This document is intended to guide users on Impulse software best practice.

The aim is to ease Impulse using and get the best recommendations in order to implement a project into NanoXplore components.

For any assistance, please contact NanoXplore support team at support@nanoxplore.com.

Content

All recommendations are divided in several categories depending on product development phase.

They are based mainly on NXpython methods but some of them can be applied in the GUI.

Design

NanoXplore primitive instantiation

All NanoXplore primitives are listed in nxLibrary-<variant_name>.vhdp available in the release archive. A documentation is also available in order to get information about all generics and io in NxDesignSuite 23.5 Library Guide .

It is recommended to only add the nxpackage in the work library and not component declarations as they are already declared in the package.

Clock management

NanoXplore FPGAs contain a low-skew network in order to spread signal with high fanout like clock, reset and load signals.

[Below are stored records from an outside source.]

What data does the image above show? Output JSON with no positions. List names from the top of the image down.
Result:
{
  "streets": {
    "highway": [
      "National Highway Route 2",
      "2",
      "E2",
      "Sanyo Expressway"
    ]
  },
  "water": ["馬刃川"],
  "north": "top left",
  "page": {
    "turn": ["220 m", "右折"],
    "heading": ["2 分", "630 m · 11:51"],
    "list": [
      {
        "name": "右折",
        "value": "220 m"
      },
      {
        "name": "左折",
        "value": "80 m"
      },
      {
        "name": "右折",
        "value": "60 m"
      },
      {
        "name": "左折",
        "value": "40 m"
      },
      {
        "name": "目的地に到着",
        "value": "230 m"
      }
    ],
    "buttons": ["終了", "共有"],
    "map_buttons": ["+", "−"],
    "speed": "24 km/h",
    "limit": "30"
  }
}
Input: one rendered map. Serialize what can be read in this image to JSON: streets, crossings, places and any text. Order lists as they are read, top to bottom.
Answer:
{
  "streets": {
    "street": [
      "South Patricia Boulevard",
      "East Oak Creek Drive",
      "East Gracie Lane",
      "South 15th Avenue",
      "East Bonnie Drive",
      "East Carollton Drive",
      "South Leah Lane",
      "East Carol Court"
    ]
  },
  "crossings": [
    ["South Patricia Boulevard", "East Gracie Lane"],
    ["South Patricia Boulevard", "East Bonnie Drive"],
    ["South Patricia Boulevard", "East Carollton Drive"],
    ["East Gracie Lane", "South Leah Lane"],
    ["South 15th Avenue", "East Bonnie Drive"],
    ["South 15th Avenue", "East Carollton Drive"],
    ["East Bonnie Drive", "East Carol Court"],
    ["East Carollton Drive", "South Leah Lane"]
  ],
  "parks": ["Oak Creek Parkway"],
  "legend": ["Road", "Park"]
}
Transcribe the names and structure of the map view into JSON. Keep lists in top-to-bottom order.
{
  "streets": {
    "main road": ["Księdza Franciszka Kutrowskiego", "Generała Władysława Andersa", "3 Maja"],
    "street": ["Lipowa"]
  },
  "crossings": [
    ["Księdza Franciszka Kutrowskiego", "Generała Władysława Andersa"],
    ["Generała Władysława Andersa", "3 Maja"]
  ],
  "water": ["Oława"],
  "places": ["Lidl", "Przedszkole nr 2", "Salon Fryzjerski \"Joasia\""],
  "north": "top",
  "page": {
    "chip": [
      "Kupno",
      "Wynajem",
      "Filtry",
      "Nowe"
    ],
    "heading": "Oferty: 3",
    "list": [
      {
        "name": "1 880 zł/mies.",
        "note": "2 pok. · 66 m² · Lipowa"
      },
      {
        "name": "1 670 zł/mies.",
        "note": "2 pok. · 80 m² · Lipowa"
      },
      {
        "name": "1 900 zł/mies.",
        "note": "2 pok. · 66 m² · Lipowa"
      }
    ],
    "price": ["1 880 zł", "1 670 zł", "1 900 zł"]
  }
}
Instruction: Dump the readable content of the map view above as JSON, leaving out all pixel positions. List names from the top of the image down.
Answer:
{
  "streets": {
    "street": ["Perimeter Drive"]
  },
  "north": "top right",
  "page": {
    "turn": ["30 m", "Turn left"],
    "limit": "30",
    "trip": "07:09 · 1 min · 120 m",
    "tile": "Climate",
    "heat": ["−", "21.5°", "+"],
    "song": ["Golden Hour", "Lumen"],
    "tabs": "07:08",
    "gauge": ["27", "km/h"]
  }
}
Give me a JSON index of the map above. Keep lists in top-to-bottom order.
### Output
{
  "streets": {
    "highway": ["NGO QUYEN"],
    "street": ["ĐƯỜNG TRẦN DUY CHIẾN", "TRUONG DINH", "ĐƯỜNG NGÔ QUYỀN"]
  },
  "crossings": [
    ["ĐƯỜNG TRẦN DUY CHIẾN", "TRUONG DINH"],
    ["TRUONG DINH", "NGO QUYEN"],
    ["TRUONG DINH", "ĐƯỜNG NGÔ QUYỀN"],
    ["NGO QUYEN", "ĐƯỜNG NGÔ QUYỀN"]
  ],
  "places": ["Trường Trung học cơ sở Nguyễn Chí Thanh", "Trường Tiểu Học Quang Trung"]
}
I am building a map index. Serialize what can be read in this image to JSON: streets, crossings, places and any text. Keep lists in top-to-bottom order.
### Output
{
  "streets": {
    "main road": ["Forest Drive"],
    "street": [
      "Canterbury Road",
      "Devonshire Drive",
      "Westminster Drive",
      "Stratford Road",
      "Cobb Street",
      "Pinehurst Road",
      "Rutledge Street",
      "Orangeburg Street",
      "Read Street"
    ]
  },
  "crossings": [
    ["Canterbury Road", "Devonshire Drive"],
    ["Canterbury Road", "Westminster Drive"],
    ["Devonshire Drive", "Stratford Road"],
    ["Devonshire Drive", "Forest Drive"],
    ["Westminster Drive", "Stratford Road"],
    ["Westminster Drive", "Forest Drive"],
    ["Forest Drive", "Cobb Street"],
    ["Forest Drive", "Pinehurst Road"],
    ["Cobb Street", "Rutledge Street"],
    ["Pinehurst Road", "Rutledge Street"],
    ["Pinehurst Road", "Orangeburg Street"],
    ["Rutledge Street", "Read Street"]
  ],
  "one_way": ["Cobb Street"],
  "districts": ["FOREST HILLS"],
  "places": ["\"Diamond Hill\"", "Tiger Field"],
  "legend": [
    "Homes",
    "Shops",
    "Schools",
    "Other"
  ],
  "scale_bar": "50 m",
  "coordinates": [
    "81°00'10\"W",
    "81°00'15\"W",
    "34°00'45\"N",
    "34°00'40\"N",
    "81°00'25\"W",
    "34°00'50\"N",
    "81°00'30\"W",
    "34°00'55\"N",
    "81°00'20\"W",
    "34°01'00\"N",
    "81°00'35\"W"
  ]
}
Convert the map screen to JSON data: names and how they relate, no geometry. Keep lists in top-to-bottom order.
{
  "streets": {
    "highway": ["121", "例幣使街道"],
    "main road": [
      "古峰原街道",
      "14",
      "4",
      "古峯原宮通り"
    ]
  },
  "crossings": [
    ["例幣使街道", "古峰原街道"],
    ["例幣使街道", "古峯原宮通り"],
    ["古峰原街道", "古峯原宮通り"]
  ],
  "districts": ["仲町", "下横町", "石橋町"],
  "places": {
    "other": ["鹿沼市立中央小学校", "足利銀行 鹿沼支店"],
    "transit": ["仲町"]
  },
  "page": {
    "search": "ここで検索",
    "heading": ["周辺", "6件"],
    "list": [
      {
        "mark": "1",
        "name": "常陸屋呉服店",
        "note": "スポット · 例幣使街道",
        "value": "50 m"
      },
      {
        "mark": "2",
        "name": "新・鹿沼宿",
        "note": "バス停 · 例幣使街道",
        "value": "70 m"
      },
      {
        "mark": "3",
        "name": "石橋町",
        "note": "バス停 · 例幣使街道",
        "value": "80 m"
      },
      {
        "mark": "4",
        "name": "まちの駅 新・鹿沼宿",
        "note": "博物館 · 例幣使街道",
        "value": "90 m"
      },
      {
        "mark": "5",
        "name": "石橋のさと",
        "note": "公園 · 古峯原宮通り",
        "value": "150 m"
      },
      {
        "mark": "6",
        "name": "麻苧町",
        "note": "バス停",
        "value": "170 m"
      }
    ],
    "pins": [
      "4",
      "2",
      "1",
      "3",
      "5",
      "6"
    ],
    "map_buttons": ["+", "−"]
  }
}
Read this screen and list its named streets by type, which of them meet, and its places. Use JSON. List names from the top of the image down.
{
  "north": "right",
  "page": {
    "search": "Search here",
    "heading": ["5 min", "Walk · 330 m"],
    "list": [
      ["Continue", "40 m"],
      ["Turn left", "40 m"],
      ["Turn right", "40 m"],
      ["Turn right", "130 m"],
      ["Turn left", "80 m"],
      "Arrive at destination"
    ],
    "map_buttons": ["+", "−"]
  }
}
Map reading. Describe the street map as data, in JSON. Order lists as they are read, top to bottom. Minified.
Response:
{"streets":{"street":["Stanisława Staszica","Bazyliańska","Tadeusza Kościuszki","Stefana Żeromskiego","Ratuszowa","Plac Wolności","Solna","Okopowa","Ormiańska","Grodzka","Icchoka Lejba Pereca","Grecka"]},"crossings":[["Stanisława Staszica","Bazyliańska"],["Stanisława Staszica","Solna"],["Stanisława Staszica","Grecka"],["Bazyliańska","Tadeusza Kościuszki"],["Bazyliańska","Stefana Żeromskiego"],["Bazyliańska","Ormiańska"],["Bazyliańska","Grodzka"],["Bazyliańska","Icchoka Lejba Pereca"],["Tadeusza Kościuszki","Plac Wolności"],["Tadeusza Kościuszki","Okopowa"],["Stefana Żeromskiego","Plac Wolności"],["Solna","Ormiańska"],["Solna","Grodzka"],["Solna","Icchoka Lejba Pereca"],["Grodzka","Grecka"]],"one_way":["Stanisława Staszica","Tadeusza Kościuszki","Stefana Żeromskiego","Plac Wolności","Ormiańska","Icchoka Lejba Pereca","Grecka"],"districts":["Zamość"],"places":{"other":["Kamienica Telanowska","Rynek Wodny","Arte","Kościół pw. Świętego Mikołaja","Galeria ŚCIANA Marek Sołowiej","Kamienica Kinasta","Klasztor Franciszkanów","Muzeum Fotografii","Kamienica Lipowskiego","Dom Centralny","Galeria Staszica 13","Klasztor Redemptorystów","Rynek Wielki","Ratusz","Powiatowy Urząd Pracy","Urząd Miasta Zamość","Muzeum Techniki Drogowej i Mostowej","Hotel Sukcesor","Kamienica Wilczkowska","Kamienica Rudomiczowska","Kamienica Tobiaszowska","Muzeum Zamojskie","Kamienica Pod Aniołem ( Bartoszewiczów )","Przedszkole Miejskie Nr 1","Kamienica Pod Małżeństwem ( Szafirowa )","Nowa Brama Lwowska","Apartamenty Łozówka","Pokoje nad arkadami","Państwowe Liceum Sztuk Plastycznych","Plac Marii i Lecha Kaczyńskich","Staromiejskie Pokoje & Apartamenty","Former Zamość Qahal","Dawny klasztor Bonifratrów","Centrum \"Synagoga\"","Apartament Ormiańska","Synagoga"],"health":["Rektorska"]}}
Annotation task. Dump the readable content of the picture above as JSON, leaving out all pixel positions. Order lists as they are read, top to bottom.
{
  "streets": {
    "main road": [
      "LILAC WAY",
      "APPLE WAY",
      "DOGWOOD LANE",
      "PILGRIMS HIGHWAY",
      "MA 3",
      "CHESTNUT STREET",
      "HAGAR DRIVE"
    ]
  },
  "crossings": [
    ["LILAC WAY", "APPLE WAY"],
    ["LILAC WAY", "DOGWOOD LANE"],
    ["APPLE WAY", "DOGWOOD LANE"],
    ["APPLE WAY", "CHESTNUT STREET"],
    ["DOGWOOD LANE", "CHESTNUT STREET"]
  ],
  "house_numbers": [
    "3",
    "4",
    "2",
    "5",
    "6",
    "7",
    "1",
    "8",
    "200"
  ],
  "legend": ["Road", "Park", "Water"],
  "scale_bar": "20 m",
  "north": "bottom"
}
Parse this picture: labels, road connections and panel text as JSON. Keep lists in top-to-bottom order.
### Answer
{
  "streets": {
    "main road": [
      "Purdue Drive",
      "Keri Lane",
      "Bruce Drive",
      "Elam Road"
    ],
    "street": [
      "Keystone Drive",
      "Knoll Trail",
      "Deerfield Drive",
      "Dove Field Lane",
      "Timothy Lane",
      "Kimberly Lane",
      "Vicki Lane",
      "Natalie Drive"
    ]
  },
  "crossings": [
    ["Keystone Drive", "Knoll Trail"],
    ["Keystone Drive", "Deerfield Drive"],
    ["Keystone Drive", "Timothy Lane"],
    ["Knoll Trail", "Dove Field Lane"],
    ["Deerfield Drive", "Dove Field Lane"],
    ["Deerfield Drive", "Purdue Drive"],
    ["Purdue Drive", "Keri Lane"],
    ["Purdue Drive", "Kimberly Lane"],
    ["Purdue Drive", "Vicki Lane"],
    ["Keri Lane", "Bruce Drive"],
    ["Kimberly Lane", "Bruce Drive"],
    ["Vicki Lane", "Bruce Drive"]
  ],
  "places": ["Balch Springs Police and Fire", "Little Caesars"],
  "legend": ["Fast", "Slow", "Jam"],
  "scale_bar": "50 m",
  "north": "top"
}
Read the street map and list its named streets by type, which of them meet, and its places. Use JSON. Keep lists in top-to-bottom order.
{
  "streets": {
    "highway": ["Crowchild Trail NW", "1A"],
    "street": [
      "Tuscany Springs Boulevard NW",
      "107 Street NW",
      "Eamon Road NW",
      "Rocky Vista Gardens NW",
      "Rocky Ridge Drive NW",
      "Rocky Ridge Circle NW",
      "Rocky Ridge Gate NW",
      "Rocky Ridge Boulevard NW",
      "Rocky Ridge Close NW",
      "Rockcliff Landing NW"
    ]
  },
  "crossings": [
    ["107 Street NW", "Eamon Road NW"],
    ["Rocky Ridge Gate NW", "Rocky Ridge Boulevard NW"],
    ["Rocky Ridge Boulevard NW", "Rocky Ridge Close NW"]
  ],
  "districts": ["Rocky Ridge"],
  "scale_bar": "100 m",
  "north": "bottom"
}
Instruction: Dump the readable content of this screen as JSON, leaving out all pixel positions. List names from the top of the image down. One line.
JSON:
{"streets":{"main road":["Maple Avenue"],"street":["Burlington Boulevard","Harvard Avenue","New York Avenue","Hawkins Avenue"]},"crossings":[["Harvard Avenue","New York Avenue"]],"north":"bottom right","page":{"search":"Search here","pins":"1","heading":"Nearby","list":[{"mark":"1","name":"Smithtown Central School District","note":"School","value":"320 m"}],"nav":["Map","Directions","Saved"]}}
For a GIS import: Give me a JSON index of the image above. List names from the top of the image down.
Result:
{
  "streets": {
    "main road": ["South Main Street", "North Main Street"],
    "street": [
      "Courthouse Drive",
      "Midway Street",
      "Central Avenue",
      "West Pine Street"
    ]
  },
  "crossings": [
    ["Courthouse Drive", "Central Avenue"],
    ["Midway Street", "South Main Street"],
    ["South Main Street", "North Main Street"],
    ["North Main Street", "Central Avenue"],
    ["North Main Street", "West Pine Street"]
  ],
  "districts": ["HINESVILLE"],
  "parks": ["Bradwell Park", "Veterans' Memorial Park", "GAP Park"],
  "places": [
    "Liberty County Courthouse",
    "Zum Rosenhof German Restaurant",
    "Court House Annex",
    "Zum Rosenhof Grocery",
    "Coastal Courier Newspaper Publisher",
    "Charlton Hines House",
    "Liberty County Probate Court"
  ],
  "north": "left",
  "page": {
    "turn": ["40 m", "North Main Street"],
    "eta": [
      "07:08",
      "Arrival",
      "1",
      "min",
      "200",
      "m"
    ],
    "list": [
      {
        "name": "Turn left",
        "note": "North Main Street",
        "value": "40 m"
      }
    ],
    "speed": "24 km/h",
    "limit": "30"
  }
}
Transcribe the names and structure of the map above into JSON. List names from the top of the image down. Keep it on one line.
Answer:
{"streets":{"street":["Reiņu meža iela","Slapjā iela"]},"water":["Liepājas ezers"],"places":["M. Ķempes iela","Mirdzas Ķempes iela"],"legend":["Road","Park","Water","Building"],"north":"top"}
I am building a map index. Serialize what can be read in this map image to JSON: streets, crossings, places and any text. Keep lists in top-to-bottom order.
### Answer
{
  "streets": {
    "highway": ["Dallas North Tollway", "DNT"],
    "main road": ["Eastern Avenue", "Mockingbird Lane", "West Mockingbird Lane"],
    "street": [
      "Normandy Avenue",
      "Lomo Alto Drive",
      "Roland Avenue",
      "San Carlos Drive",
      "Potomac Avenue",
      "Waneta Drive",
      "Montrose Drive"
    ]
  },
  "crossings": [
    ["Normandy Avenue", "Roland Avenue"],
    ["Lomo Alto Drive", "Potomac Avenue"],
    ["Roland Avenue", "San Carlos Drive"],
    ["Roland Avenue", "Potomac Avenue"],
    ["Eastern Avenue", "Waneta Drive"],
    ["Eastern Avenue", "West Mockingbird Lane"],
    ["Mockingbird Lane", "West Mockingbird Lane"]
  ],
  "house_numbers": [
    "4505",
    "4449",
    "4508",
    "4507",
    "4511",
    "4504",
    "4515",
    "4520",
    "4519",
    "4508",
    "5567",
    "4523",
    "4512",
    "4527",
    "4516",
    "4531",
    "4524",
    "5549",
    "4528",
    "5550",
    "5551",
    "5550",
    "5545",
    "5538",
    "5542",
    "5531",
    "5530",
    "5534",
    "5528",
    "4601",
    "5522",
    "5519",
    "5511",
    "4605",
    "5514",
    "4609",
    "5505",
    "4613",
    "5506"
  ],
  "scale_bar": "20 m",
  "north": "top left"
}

The user must be very careful about the way to spread clock through the design. It is advised to follow the following rules sorted by level of recommendation:

  1. Use a pad directly connected to the closest CKG (these pads are suffixed by _CLK). Either the user instantiates a PLL or a WFG in the design or the tool instantiates automatically a WFG in bypass mode.

  2.  

    1. MEDIUM/LARGE: Use a common pad or internal logic and use a buffer NX_BD in global_lowskew mode.

    2. ULTRA: Use a common pad or internal logic and use a NX_GCK_U in Common to System Converter CSC mode.

Please have a look at NxDesignSuite 23.5 Training Package : Application NoteUNDEFINED Design/LowskewManagement project.

PLL outputs are connected to WFG of the same CKG. User can either instantiate a WFG or let the tool instantiate a WFG in bypass mode.

WFG outputs are connected to the low-skew network.

Do not use NX_BD(global_lowskew) or NX_GCK(CSC) with connected input already in low-skew network.

In case of clock gating or clock mux, it is recommended to implement the following architecture:

  • Clock Gating:

    • MEDIUM/LARGE: Use a NX_CKS to gate a clock system signals with a command common signal.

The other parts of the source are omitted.